Let’s grant permissions to deploy fleet resources in the project1 and project2 fleet workspaces:

  • To create the project1 and project2 fleet workspaces, you can either do it in the Rancher UI or use the following YAML resources:

apiVersion: management.cattle.io/v3
kind: FleetWorkspace
metadata:
  name: project1
apiVersion: management.cattle.io/v3
kind: FleetWorkspace
metadata:
  name: project2

  • Create a GlobalRole that grants permission to deploy fleet resources in the project1 and project2 fleet workspaces:

apiVersion: management.cattle.io/v3
kind: GlobalRole
metadata:
  name: fleet-projects1and2
namespacedRules:
  project1:
    - apiGroups:
        - fleet.cattle.io
      resources:
        - gitrepos
        - bundles
        - clusterregistrationtokens
        - gitreporestrictions
        - clusters
        - clustergroups
      verbs:
        - '*'
  project2:
    - apiGroups:
        - fleet.cattle.io
      resources:
        - gitrepos
        - bundles
        - clusterregistrationtokens
        - gitreporestrictions
        - clusters
        - clustergroups
      verbs:
        - '*'
rules:
  - apiGroups:
      - management.cattle.io
    resourceNames:
      - project1
      - project2
    resources:
      - fleetworkspaces
    verbs:
      - '*'

Assign the GlobalRole to users or groups, more info can be found in the Rancher docs

The user now has access to the Continuous Delivery tab in Rancher and can deploy resources to both the project1 and project2 workspaces.

In order to have a well organized environment, each workspace should have its own related GlobalRole to help with the separation of duties and isolation required by the customer. This way, each user can be assigned to one or more GlobalRoles, depending on the needs.

Allow Access to Clusters

This assumes all GitRepos created by 'fleetuser' have the team: one label. Different labels could be used, to select different cluster namespaces.

In each of the user’s namespaces, as an admin create a BundleNamespaceMapping.

kind: BundleNamespaceMapping
apiVersion: fleet.cattle.io/v1alpha1
metadata:
  name: mapping
  namespace: project1

# Bundles to match by label.
# The labels are defined in the fleet.yaml # labels field or from the
# GitRepo metadata.labels field
bundleSelector:
  matchLabels:
    team: one
    # or target one repo
    #fleet.cattle.io/repo-name: simpleapp

# Namespaces, containing clusters, to match by label
namespaceSelector:
  matchLabels:
    kubernetes.io/metadata.name: fleet-default
    # the label is on the namespace
    #workspace: prod

The target section in the GitRepo resource can be used to deploy only to a subset of the matched clusters.

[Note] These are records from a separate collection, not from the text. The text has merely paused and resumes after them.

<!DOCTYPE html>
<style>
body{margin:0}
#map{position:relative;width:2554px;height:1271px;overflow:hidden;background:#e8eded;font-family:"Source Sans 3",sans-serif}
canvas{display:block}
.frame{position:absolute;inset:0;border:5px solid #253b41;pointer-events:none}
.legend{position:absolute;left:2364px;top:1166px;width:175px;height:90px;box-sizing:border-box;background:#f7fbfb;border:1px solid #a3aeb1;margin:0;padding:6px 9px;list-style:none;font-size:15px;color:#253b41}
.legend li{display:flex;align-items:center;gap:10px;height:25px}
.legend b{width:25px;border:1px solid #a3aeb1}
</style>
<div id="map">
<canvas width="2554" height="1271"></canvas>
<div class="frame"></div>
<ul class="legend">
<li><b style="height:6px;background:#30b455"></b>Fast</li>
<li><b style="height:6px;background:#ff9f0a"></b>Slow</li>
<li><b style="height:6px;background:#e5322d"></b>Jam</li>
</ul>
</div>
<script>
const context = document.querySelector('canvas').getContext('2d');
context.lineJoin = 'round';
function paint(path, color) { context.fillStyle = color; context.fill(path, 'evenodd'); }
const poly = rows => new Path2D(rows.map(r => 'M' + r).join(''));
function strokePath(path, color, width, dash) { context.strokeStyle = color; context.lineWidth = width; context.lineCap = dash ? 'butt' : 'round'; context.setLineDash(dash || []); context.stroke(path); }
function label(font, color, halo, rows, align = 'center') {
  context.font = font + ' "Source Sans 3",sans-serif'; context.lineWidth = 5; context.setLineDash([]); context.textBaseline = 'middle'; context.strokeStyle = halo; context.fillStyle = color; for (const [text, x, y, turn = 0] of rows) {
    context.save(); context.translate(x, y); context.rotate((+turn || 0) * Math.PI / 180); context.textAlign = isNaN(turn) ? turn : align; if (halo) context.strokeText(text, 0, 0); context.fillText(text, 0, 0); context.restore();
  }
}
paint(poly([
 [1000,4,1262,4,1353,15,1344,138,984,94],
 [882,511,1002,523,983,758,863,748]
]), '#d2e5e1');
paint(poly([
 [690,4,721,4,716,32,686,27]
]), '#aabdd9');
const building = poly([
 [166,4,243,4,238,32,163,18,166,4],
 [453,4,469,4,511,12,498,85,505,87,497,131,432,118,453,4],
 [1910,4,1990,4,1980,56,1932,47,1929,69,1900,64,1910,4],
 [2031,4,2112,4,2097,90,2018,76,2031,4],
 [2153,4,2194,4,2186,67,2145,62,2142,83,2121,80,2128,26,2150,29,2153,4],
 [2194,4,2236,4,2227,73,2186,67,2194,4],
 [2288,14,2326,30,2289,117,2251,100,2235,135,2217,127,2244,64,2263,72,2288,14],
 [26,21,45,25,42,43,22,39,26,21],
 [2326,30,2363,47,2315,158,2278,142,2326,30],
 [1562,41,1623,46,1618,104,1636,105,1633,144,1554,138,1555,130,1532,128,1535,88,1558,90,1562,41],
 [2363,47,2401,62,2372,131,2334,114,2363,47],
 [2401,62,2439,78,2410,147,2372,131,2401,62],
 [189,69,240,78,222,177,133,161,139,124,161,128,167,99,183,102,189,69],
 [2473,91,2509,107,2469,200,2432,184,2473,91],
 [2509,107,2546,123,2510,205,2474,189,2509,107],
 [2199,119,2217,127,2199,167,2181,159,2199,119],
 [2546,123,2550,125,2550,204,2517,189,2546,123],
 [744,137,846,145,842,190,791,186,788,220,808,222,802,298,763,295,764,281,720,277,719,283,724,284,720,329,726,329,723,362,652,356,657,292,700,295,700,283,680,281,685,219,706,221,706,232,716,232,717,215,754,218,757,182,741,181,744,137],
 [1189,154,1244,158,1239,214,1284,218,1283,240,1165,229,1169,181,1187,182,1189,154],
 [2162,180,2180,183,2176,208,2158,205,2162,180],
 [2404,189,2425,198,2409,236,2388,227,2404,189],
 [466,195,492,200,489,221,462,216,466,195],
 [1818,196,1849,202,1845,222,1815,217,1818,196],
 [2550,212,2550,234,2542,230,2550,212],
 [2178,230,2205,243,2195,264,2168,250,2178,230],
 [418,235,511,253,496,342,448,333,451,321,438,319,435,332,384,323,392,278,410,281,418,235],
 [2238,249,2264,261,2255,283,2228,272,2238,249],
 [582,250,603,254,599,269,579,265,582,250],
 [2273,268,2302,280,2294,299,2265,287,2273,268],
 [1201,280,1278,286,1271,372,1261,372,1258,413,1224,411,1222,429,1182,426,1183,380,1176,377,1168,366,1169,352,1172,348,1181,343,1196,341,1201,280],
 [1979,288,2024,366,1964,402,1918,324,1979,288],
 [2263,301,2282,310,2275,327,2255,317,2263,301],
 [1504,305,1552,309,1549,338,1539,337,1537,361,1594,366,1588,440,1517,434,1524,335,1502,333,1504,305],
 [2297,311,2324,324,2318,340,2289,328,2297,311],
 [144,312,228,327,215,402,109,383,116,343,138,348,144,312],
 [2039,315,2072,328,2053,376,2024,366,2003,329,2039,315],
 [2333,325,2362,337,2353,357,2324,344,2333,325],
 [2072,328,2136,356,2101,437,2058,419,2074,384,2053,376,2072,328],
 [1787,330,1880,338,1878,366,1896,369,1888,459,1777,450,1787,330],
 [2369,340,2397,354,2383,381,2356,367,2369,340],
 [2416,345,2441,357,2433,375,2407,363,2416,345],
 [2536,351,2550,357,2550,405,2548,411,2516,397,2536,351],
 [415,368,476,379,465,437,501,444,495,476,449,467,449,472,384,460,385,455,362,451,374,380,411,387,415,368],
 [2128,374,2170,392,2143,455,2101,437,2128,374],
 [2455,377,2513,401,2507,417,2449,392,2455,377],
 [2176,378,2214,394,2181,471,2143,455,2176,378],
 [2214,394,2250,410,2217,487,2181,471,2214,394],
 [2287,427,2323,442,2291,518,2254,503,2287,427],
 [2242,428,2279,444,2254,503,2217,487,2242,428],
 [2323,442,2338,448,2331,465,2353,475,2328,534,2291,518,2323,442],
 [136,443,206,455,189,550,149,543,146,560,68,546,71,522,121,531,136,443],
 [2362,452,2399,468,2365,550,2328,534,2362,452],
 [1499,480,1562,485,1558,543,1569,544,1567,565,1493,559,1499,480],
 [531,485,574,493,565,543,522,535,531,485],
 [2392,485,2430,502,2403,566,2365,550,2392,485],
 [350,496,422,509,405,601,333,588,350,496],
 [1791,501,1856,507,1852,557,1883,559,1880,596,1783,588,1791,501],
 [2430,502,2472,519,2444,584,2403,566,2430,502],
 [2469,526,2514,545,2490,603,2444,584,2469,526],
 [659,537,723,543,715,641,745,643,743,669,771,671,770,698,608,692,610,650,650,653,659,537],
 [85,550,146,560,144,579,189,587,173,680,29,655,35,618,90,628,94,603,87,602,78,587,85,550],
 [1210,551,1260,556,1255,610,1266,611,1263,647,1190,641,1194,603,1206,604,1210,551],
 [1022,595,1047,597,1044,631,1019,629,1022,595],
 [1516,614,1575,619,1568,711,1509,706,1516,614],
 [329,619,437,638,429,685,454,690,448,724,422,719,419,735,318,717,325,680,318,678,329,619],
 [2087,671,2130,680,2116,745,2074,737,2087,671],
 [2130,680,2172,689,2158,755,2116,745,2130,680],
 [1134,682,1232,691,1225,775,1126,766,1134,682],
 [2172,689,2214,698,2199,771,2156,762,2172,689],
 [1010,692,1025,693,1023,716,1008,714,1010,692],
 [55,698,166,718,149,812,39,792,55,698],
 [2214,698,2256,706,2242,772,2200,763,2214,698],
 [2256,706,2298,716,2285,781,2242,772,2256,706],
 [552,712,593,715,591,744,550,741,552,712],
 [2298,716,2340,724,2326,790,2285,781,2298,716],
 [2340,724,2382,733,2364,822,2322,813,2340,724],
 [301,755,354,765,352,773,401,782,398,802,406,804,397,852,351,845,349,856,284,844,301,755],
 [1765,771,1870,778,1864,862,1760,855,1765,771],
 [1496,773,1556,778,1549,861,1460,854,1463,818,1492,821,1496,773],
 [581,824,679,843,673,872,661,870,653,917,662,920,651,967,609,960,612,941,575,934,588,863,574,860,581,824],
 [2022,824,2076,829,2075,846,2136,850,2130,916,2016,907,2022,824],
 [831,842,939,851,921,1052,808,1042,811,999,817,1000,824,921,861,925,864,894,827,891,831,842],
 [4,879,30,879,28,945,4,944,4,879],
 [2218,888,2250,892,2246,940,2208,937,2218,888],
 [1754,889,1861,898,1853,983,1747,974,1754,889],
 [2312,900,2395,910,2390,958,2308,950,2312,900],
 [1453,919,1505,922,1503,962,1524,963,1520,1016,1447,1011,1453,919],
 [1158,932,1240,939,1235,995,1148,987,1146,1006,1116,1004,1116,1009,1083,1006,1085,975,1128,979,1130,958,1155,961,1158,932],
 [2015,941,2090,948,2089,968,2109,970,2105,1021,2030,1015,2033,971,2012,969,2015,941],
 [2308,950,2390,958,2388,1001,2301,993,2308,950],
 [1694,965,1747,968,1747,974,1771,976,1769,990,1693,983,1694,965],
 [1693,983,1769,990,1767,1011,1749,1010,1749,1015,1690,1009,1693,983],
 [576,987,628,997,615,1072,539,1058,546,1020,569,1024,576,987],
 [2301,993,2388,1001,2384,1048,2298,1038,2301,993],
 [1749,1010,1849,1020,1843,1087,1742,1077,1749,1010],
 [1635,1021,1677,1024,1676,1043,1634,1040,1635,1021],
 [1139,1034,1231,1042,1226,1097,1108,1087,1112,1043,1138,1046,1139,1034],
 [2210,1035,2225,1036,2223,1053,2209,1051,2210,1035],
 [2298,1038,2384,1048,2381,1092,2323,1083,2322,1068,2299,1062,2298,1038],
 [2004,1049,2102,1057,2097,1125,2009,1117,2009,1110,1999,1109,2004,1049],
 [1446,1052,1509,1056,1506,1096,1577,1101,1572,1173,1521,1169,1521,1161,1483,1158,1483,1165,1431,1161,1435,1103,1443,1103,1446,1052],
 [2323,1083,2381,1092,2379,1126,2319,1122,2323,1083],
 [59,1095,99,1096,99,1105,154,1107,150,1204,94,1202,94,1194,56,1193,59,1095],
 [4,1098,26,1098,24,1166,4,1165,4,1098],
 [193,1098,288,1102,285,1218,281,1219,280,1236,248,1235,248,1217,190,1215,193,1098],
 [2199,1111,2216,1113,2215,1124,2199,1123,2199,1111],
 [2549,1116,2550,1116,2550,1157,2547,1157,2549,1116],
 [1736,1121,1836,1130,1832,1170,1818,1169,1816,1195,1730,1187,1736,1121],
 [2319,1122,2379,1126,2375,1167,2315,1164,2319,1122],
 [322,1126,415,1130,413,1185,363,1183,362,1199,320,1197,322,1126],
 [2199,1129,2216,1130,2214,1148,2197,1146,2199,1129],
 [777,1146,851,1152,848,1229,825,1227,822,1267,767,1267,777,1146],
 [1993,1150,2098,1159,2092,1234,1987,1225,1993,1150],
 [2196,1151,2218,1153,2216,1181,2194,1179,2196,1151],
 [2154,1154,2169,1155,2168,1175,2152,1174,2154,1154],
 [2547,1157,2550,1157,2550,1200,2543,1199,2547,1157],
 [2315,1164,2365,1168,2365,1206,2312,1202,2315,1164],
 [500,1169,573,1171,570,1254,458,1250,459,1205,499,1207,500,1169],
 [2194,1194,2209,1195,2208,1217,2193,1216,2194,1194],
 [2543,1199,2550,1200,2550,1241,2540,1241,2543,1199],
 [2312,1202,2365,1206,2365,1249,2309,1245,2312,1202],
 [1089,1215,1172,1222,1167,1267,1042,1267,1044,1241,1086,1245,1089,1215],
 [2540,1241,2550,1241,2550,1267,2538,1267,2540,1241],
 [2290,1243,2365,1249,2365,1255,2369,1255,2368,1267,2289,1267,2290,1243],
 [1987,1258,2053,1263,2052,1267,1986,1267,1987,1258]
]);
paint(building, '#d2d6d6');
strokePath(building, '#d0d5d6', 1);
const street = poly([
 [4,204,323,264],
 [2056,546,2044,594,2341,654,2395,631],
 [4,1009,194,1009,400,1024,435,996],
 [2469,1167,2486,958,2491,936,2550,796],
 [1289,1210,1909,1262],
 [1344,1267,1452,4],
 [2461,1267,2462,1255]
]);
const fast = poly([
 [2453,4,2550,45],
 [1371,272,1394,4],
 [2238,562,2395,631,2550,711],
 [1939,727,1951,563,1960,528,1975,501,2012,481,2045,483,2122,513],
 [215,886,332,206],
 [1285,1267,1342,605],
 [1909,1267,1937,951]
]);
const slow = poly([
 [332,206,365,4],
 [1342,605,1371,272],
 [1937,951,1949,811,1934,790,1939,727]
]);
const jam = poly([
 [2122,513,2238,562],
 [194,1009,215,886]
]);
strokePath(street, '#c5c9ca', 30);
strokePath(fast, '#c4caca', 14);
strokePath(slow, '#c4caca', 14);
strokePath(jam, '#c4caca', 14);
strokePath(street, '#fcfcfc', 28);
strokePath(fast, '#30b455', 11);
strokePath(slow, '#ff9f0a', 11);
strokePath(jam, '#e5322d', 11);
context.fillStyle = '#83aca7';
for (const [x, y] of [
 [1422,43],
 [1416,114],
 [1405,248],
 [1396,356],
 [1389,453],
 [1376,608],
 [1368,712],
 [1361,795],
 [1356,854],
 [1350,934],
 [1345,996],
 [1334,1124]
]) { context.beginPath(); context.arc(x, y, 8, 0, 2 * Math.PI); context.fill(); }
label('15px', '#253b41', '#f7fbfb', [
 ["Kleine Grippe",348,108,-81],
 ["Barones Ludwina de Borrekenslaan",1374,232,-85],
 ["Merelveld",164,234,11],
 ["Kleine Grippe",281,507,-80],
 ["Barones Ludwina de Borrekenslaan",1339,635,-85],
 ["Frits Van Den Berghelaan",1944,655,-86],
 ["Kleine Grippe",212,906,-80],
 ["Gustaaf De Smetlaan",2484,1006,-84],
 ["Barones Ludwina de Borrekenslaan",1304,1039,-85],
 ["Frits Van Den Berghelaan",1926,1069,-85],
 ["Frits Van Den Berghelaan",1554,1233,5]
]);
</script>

Restricting Access to Downstream Clusters

Admins can further restrict tenants by creating a GitRepoRestriction in each of their namespaces.

kind: GitRepoRestriction
apiVersion: fleet.cattle.io/v1alpha1
metadata:
  name: restriction
  namespace: project1

allowedTargetNamespaces:
  - project1simpleapp

This will deny the creation of cluster wide resources, which may interfere with other tenants and limit the deployment to the 'project1simpleapp' namespace.

An Example GitRepo Resource

A GitRepo resource created by a tenant, without admin access could look like this:

kind: GitRepo
apiVersion: fleet.cattle.io/v1alpha1
metadata:
  name: simpleapp
  namespace: project1
  labels:
    team: one

spec:
  repo: https://github.com/rancher/fleet-examples
  paths:
  - bundle-diffs

  targetNamespace: project1simpleapp

  # do not match the upstream/local cluster, won't work
  targets:
  - name: dev
    clusterSelector:
      matchLabels:
        env: dev

This includes the team: one label and and the required targetNamespace.

Together with the previous BundleNamespaceMapping it would target all clusters with a env: dev label in the 'fleet-default' namespace.

BundleNamespaceMappings do not work with local clusters, so make sure not to target them.